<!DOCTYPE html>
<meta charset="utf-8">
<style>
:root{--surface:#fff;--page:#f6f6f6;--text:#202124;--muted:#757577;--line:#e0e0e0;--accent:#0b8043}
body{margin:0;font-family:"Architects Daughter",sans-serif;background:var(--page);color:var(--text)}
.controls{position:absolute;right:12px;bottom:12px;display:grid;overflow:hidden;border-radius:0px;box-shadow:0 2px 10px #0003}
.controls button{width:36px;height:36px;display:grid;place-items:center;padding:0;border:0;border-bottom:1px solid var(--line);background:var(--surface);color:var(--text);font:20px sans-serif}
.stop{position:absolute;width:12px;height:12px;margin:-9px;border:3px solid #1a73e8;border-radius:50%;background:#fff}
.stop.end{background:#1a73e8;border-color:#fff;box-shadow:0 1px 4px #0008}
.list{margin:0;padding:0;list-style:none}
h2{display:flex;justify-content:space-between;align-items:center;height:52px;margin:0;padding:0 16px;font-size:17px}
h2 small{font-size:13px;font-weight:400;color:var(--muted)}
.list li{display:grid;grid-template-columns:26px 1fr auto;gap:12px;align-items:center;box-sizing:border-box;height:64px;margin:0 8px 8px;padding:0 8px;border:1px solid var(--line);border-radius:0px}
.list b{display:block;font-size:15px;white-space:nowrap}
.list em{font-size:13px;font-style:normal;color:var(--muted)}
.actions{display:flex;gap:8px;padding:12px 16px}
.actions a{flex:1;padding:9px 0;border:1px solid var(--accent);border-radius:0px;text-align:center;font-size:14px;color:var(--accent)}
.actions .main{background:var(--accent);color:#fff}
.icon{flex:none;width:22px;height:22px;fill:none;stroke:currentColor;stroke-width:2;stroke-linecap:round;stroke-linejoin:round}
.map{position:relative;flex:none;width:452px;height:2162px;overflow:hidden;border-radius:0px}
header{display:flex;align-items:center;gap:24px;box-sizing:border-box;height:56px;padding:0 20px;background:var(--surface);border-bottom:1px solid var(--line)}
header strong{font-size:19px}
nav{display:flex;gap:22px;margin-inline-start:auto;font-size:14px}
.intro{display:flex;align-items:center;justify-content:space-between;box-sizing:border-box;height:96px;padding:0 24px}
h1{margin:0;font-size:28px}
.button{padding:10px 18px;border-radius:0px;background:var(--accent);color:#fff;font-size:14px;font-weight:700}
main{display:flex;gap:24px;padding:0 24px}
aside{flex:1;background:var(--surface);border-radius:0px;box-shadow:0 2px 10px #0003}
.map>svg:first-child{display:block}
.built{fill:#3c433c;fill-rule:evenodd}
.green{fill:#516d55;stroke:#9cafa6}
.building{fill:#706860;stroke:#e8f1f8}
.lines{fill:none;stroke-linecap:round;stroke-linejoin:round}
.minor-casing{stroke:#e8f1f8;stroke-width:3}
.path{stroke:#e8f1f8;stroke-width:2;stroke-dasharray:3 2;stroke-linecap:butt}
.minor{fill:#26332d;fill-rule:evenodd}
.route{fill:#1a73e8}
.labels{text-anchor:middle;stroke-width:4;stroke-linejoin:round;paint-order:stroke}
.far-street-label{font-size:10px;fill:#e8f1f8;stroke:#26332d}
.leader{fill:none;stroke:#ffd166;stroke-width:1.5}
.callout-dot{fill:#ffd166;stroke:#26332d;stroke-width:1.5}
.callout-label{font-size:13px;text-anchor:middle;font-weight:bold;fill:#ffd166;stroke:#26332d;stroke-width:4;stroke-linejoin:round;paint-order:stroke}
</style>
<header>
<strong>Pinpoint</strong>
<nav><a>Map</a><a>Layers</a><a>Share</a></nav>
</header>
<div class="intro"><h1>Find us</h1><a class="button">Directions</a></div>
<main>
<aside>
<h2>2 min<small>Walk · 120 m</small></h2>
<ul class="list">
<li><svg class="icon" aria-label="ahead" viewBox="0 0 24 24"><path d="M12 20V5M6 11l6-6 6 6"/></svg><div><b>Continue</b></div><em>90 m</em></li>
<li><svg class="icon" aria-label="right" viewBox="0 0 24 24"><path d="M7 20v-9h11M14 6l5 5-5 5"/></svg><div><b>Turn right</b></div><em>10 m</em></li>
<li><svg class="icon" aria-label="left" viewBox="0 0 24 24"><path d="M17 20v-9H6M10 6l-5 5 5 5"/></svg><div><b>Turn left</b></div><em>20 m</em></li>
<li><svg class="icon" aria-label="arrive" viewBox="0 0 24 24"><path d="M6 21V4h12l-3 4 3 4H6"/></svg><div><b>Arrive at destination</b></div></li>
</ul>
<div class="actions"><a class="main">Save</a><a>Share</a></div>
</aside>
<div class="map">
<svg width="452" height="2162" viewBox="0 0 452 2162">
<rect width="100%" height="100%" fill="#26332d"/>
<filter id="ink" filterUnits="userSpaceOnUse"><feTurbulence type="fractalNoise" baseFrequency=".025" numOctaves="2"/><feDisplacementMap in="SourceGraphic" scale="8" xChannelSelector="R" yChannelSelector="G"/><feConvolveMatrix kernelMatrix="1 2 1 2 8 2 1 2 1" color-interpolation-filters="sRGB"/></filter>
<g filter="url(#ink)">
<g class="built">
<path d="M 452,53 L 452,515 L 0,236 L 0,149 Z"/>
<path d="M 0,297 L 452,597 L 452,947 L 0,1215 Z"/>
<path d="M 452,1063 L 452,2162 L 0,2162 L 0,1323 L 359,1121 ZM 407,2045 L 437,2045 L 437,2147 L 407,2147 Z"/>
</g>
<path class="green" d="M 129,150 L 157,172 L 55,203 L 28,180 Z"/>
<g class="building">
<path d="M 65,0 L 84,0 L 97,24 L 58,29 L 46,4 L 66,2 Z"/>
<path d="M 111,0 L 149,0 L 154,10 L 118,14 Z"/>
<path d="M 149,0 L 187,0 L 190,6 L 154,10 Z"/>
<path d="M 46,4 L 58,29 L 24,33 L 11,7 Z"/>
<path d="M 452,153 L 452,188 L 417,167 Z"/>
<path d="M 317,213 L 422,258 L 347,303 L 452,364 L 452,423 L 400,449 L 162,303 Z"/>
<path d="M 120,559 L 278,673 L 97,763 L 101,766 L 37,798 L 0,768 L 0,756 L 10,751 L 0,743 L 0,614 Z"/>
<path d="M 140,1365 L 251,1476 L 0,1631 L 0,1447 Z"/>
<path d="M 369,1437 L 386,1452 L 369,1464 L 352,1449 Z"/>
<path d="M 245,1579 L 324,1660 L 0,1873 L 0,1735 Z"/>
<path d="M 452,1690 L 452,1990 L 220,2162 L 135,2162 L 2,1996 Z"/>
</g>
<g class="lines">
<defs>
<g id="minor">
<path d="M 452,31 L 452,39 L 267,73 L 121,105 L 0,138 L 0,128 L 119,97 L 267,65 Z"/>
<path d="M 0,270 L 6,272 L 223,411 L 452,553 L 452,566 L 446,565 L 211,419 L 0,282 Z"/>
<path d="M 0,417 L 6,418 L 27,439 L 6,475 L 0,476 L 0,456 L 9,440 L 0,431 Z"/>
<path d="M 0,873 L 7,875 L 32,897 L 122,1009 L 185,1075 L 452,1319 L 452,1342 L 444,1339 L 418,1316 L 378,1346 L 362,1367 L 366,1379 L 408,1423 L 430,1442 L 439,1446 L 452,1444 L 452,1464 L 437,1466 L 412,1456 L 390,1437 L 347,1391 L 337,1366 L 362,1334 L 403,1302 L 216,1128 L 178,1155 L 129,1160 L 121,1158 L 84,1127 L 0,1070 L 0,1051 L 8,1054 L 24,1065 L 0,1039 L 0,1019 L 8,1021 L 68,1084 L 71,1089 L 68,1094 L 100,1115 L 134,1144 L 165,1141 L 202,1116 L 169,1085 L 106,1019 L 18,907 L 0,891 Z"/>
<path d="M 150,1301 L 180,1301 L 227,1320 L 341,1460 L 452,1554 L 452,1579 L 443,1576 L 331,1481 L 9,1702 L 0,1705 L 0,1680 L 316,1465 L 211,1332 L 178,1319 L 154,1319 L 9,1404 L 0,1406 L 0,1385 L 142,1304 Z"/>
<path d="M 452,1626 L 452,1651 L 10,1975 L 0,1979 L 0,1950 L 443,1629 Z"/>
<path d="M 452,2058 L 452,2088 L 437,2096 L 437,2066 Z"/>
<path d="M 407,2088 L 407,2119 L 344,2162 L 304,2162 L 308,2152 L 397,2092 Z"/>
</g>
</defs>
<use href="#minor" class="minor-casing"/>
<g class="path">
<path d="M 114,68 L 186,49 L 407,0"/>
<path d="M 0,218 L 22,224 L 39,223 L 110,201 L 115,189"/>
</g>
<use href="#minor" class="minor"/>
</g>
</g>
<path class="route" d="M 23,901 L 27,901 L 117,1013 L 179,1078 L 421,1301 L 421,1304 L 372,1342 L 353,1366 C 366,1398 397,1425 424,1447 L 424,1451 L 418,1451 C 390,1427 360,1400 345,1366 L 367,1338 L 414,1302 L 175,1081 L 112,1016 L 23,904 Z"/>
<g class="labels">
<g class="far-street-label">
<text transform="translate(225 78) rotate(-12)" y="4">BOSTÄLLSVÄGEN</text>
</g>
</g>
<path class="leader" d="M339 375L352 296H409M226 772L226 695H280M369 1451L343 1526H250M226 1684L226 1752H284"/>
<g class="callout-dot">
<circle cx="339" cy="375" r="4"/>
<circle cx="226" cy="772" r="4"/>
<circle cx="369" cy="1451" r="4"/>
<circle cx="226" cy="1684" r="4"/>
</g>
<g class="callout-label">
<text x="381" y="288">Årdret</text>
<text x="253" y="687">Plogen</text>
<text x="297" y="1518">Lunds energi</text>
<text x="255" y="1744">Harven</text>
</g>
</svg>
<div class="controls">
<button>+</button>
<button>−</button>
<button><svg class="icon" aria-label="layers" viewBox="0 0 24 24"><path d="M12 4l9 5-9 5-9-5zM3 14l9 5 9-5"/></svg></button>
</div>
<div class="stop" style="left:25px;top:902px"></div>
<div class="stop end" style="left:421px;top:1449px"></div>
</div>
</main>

_ _ _ _ _ _ _

* Exercise description:
Find the word "overflow" in the records. Copy every line it appears in.

* Problem solution:
.controls{position:absolute;right:12px;bottom:12px;display:grid;overflow:hidden;border-radius:0px;box-shadow:0 2px 10px #0003}
.map{position:relative;flex:none;width:452px;height:2162px;overflow:hidden;border-radius:0px}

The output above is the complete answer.